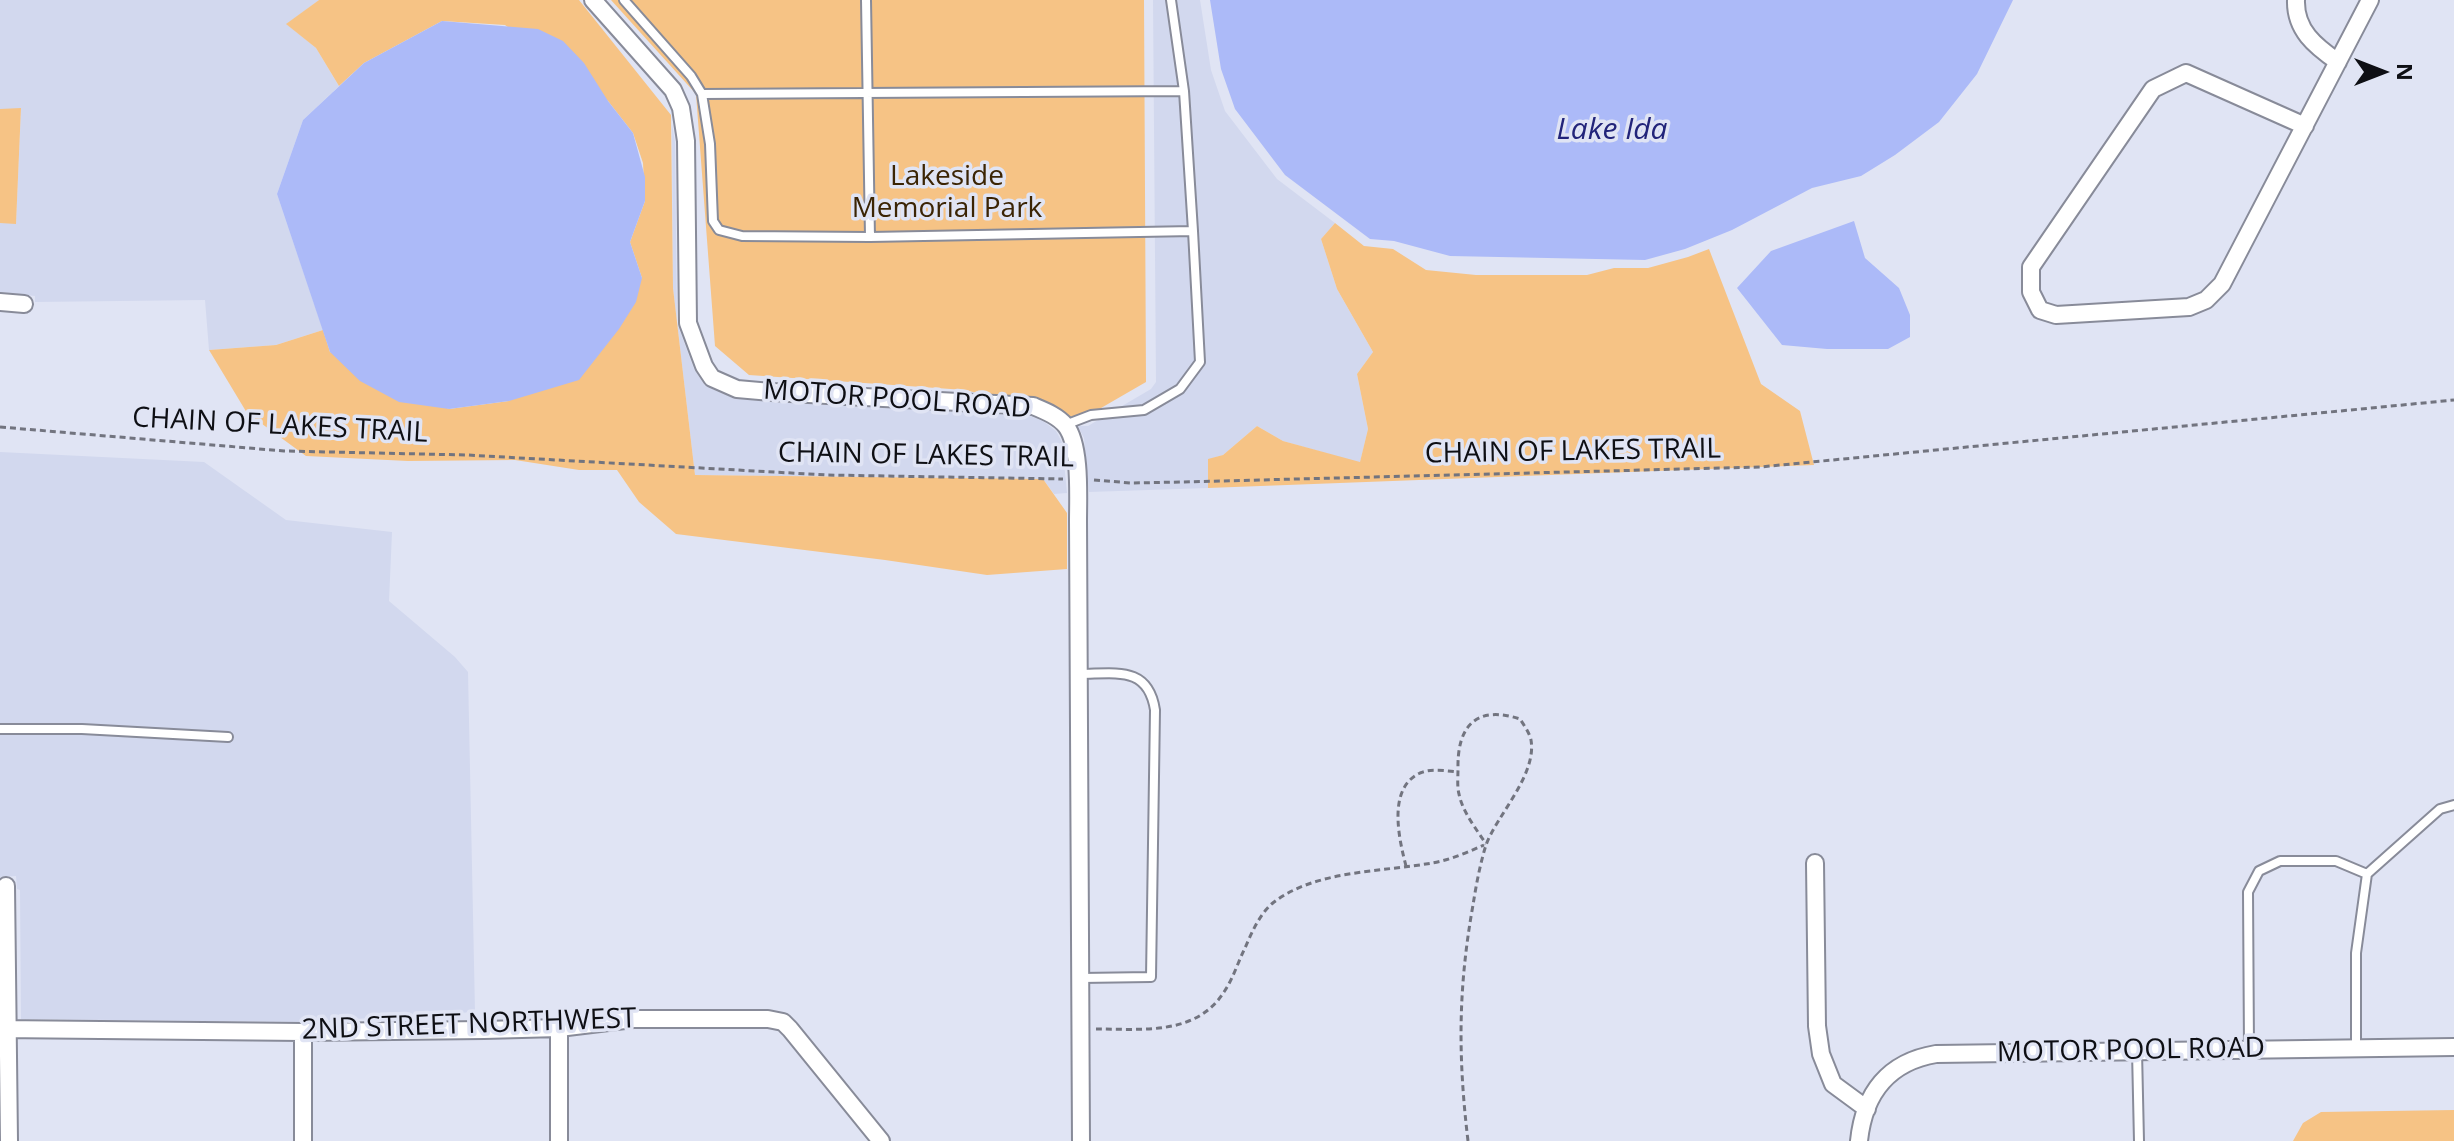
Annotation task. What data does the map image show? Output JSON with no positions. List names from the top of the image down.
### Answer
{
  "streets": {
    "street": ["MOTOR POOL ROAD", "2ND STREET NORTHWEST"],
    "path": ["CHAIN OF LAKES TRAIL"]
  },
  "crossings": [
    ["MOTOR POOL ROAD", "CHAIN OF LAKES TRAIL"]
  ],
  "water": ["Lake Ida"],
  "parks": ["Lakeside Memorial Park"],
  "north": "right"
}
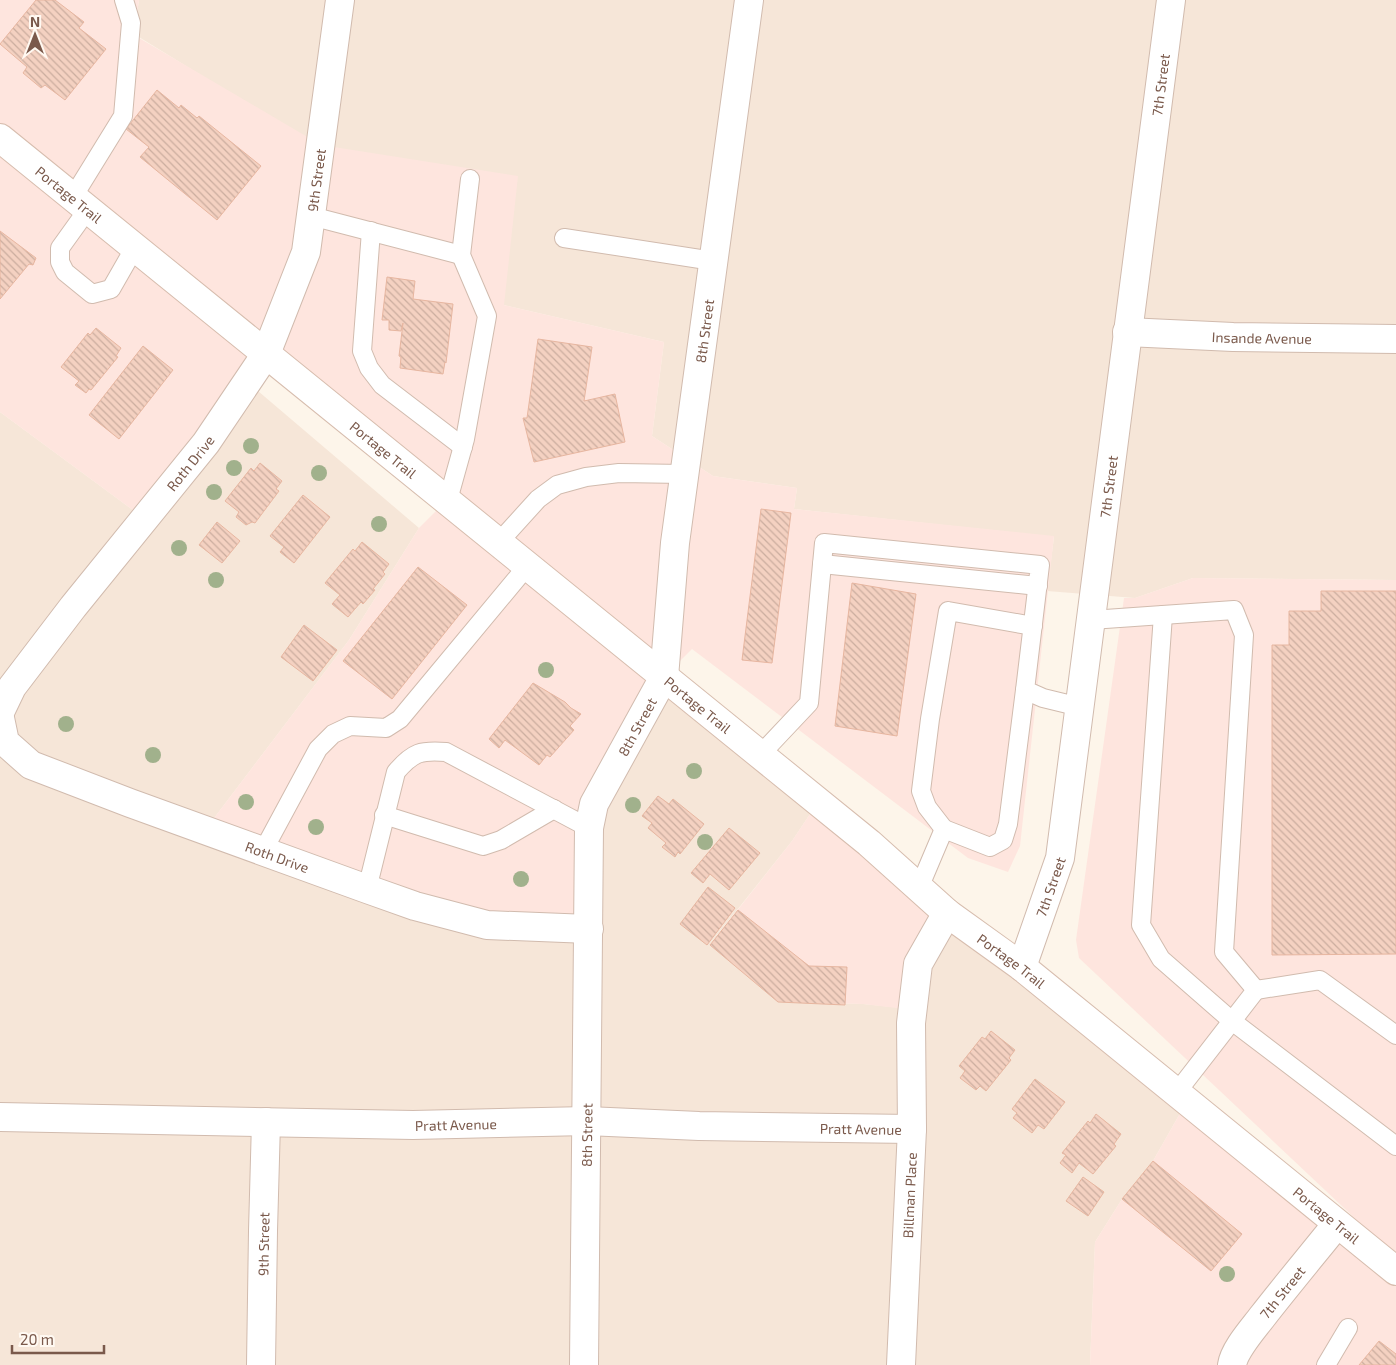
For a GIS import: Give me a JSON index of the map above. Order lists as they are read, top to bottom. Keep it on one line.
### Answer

* _Action item_
When you copy the records above, keep every word exact and leave out the pictures they contain.

* _Problem solution_
Annotation task. What data does the map image show? Output JSON with no positions. List names from the top of the image down.
### Answer
{
  "streets": {
    "street": ["MOTOR POOL ROAD", "2ND STREET NORTHWEST"],
    "path": ["CHAIN OF LAKES TRAIL"]
  },
  "crossings": [
    ["MOTOR POOL ROAD", "CHAIN OF LAKES TRAIL"]
  ],
  "water": ["Lake Ida"],
  "parks": ["Lakeside Memorial Park"],
  "north": "right"
}
For a GIS import: Give me a JSON index of the map above. Order lists as they are read, top to bottom. Keep it on one line.
### Answer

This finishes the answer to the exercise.